1. The Master
The title Zero Dark Thirty is military jargon for 30 minutes after midnight which is about the time the raid on the Osama Bin Laden compound was initiated by the Navy Seals/DEVGRU – but it took well over two hours to get to this incendiary point in the movie as Kathryn Bigelow and screenwriter Mark Boal first had to subject us to the oft seen cliche character of the smart, hard nosed, obsessive CIA agent who is determined to move heaven and earth, come hell or high water, to complete their mission and task of obtaining justice. While the depiction of the interrogation torture scenes are stirring all the controversy surrounding this movie, frankly I’m more tortured by the way Jessica Chastain’s performances continue to get so many accolades when this time around all she does is intensely stare at fucking computer screens – her one breakout moment being when she confronts her boss (Joseph Bradley) in the corridors of Langley which is terribly trite and predictable given that her reasoning is “a lot of my friends have died trying to do this, and I believe I was left here to finish it” or even better, later on, “I’m the motherfucker that found him”.
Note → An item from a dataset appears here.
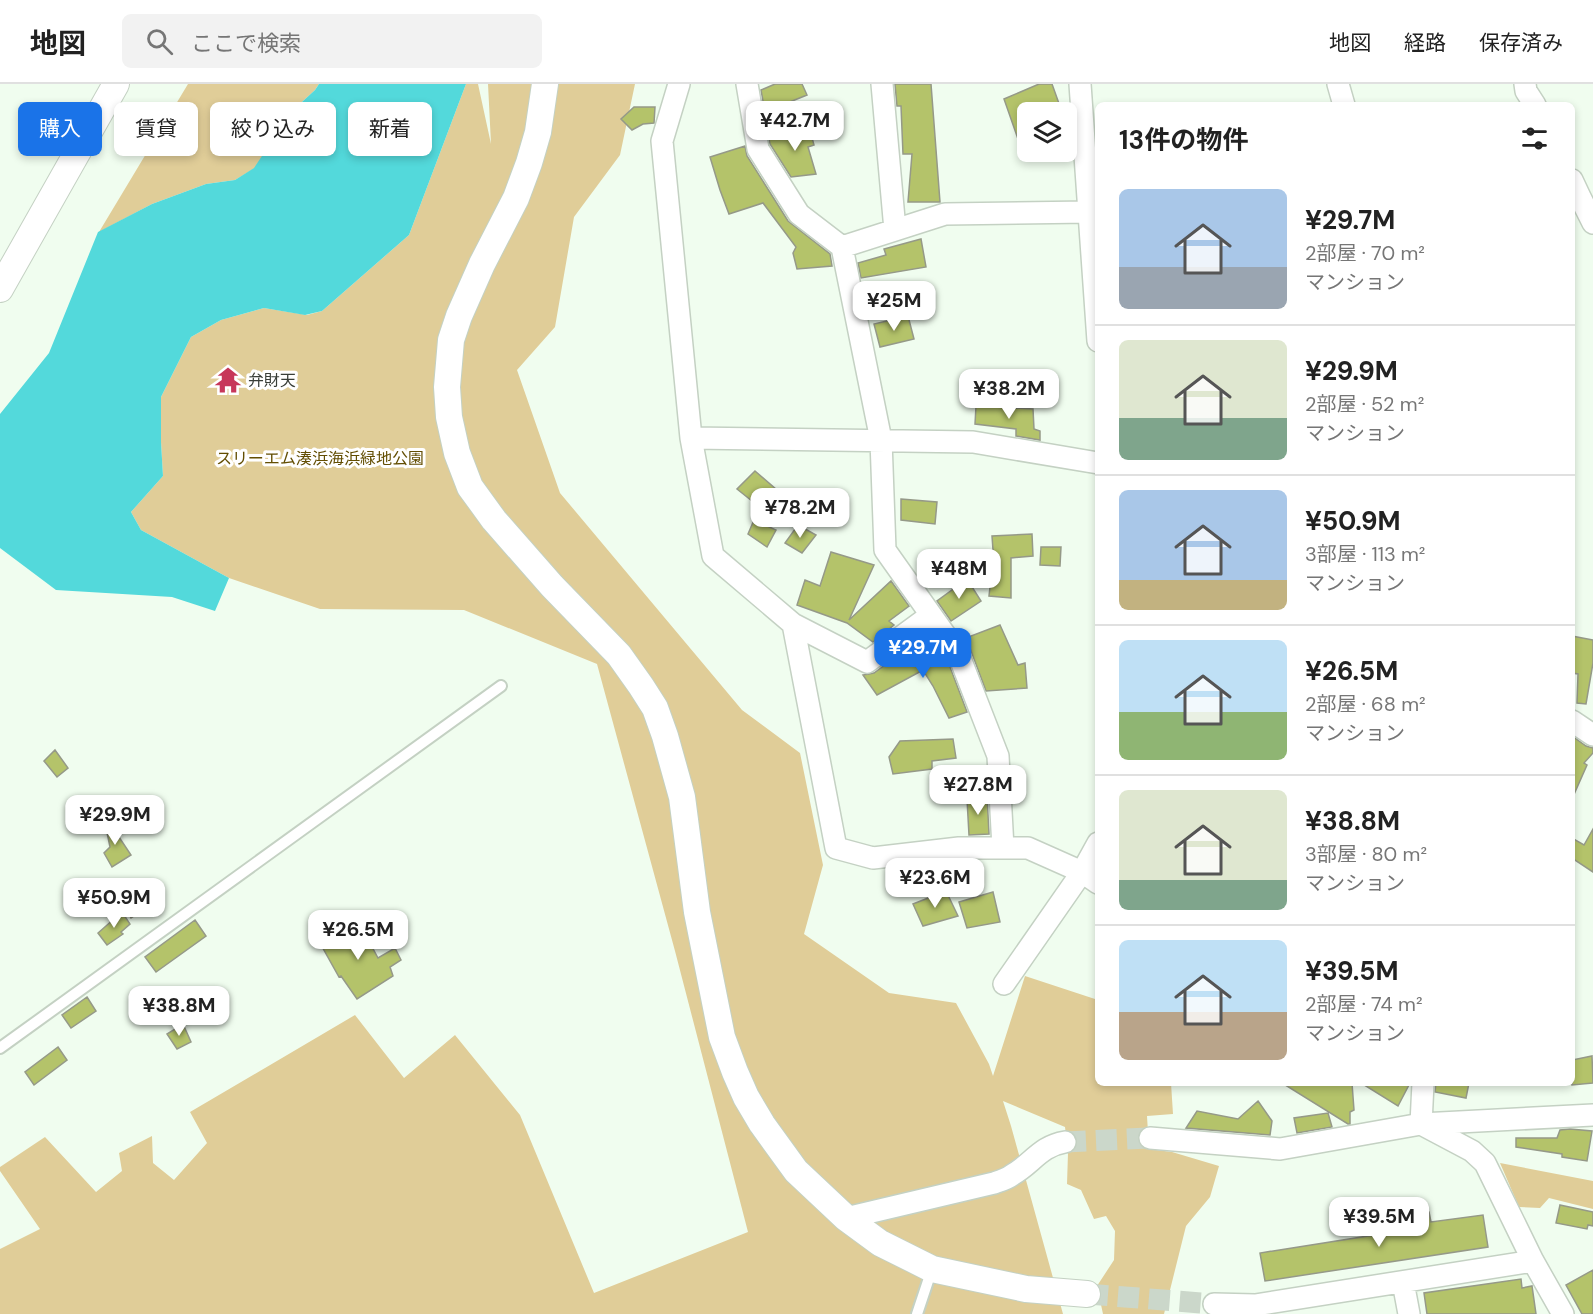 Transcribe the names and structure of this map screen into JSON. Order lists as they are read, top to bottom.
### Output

Now I don’t want to get into a pissing match with other bloggers out there like I did with Argo, so I’m not going to get into the accuracy and the degree of dramatic license of the Chastain character and how they portray her to single handedly find the most wanted man on the planet, but I will say that the dichotomy between the pursuit of Bin Laden and the seemingly accurate reenactment of the killing of Bin Laden is somewhat puzzling to me. It felt as though the climax had absolutely nothing to do with Chastain’s character at that point, especially when they occasionally cut to her nail biting reaction during the raid.
That’s probably why I enjoyed the night vision Navy Seals sequence and regret that it wasn’t more about their mission and preparation, I mean Chris Pratt did do all that work to get in good shape for it. But why cast Mark Duplass and James Gandolfini in such thankless minor roles? At least they have speaking parts unlike Ricky Sekhon who gets to play dead as Bin Laden! Still, Bigelow must be commended for her direction (and Alexandre Desplat score) though I feel it covers somewhat of the same terrain as her previous film, The Hurtlocker, and hope that she moves on to greener pastures. But James Gandolfini may get there before her.